**WHAT YOU ARE ASKED TO DO**
Write down exactly the lines of the records below, beginning with the first and ending with the line that includes "--surface:#171b24; --page:#20242c; --text:#f1f3f6;".

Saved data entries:
· · · · ·

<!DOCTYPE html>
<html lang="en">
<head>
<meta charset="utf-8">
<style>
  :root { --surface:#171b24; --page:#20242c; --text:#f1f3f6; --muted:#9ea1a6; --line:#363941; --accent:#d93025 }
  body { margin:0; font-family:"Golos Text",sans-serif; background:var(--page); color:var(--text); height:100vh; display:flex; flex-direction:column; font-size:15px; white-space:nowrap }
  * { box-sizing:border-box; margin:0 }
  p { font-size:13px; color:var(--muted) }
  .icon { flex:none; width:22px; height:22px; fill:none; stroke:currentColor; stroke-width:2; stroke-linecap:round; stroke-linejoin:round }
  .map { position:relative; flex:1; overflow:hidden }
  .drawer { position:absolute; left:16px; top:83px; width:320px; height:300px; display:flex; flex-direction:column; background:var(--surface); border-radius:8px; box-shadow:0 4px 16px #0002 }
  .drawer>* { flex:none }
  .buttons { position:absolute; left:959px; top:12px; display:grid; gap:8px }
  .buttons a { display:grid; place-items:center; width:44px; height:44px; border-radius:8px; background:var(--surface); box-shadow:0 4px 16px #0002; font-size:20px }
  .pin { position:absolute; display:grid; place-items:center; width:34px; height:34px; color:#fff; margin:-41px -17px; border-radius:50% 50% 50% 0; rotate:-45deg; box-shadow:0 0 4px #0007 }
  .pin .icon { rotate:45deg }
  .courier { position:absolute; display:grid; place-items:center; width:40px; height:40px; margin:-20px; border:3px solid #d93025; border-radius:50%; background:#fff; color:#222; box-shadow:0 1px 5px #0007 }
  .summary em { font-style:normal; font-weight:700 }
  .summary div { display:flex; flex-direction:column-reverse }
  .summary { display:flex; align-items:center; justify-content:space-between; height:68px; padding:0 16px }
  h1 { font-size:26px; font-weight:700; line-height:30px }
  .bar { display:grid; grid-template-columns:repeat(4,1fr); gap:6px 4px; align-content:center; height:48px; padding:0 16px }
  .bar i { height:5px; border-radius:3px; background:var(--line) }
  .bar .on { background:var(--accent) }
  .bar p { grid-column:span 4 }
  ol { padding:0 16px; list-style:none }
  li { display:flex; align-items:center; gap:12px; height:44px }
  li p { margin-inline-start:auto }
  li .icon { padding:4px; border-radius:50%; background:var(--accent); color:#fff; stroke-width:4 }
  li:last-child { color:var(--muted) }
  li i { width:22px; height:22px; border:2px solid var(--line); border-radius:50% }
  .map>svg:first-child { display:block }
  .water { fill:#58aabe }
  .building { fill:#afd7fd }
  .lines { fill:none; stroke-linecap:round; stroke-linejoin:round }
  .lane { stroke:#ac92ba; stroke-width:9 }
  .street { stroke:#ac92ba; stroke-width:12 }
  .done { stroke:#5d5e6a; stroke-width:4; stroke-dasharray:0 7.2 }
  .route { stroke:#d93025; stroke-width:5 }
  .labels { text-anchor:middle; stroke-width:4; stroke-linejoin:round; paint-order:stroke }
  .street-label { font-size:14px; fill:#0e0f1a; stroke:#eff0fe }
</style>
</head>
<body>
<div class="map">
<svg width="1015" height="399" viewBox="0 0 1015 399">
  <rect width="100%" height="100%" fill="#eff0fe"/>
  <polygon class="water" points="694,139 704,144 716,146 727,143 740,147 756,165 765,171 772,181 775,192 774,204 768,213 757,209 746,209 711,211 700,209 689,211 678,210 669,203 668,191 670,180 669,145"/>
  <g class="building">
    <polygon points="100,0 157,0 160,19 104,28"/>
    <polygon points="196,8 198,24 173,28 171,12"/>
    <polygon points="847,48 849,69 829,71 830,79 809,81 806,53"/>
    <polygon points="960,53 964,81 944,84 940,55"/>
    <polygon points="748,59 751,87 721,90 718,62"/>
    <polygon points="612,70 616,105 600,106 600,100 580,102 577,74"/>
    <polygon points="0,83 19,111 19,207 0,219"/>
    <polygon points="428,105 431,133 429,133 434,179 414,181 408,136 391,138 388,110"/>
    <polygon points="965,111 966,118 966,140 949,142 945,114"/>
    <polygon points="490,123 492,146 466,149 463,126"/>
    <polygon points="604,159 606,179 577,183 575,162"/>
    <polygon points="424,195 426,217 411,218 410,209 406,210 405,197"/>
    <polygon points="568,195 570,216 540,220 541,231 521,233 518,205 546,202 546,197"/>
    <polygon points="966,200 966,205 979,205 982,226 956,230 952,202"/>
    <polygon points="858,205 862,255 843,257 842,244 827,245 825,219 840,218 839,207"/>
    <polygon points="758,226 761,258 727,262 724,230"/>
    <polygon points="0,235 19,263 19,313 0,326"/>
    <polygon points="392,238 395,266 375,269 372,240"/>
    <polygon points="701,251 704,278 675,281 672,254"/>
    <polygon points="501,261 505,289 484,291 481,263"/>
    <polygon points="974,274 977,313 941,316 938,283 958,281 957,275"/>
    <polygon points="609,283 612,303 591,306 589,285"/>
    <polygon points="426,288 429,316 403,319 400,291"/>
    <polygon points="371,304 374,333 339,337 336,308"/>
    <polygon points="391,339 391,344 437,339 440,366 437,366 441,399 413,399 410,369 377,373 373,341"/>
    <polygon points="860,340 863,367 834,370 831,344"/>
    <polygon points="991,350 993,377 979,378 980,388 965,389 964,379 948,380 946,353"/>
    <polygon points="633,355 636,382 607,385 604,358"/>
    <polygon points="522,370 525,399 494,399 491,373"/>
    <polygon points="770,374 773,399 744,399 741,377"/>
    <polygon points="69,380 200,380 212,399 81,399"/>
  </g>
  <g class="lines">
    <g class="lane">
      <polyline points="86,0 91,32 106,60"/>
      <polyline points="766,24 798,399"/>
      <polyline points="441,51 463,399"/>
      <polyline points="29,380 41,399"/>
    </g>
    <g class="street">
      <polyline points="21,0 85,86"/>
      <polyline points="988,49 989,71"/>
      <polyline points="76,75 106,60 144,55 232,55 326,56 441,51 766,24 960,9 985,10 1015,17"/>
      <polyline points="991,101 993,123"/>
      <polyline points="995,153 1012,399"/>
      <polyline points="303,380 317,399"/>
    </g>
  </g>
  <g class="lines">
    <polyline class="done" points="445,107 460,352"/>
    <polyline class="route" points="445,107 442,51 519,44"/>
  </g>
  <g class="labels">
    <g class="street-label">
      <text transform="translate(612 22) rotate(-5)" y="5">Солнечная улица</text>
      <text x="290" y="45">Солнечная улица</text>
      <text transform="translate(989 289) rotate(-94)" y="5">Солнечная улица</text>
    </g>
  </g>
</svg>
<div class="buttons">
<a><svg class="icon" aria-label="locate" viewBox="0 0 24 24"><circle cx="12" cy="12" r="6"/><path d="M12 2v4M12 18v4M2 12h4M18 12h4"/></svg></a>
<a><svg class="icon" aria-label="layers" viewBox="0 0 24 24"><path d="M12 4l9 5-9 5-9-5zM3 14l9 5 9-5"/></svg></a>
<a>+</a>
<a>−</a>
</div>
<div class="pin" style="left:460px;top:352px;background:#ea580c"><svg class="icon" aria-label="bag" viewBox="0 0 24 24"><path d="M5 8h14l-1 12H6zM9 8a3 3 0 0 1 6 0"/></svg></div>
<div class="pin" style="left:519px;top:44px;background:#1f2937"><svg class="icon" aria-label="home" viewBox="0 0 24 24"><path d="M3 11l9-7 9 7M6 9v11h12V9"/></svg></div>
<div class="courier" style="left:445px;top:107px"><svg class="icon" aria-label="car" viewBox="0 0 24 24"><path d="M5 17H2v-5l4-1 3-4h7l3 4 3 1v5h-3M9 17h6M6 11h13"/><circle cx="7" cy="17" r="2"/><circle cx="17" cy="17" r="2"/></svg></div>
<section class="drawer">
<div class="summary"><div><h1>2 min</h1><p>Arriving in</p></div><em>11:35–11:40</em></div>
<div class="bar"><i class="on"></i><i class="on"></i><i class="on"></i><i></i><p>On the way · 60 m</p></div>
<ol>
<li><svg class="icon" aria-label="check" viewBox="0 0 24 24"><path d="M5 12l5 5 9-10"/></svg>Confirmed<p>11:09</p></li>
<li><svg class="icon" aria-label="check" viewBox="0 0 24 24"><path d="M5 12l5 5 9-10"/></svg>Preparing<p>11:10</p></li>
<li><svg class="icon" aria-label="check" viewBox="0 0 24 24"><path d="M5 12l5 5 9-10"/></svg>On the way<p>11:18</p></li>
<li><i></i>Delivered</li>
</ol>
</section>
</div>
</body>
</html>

· · · · ·

**RESULT FOR THIS EXERCISE**
<!DOCTYPE html>
<html lang="en">
<head>
<meta charset="utf-8">
<style>
  :root { --surface:#171b24; --page:#20242c; --text:#f1f3f6; --muted:#9ea1a6; --line:#363941; --accent:#d93025 }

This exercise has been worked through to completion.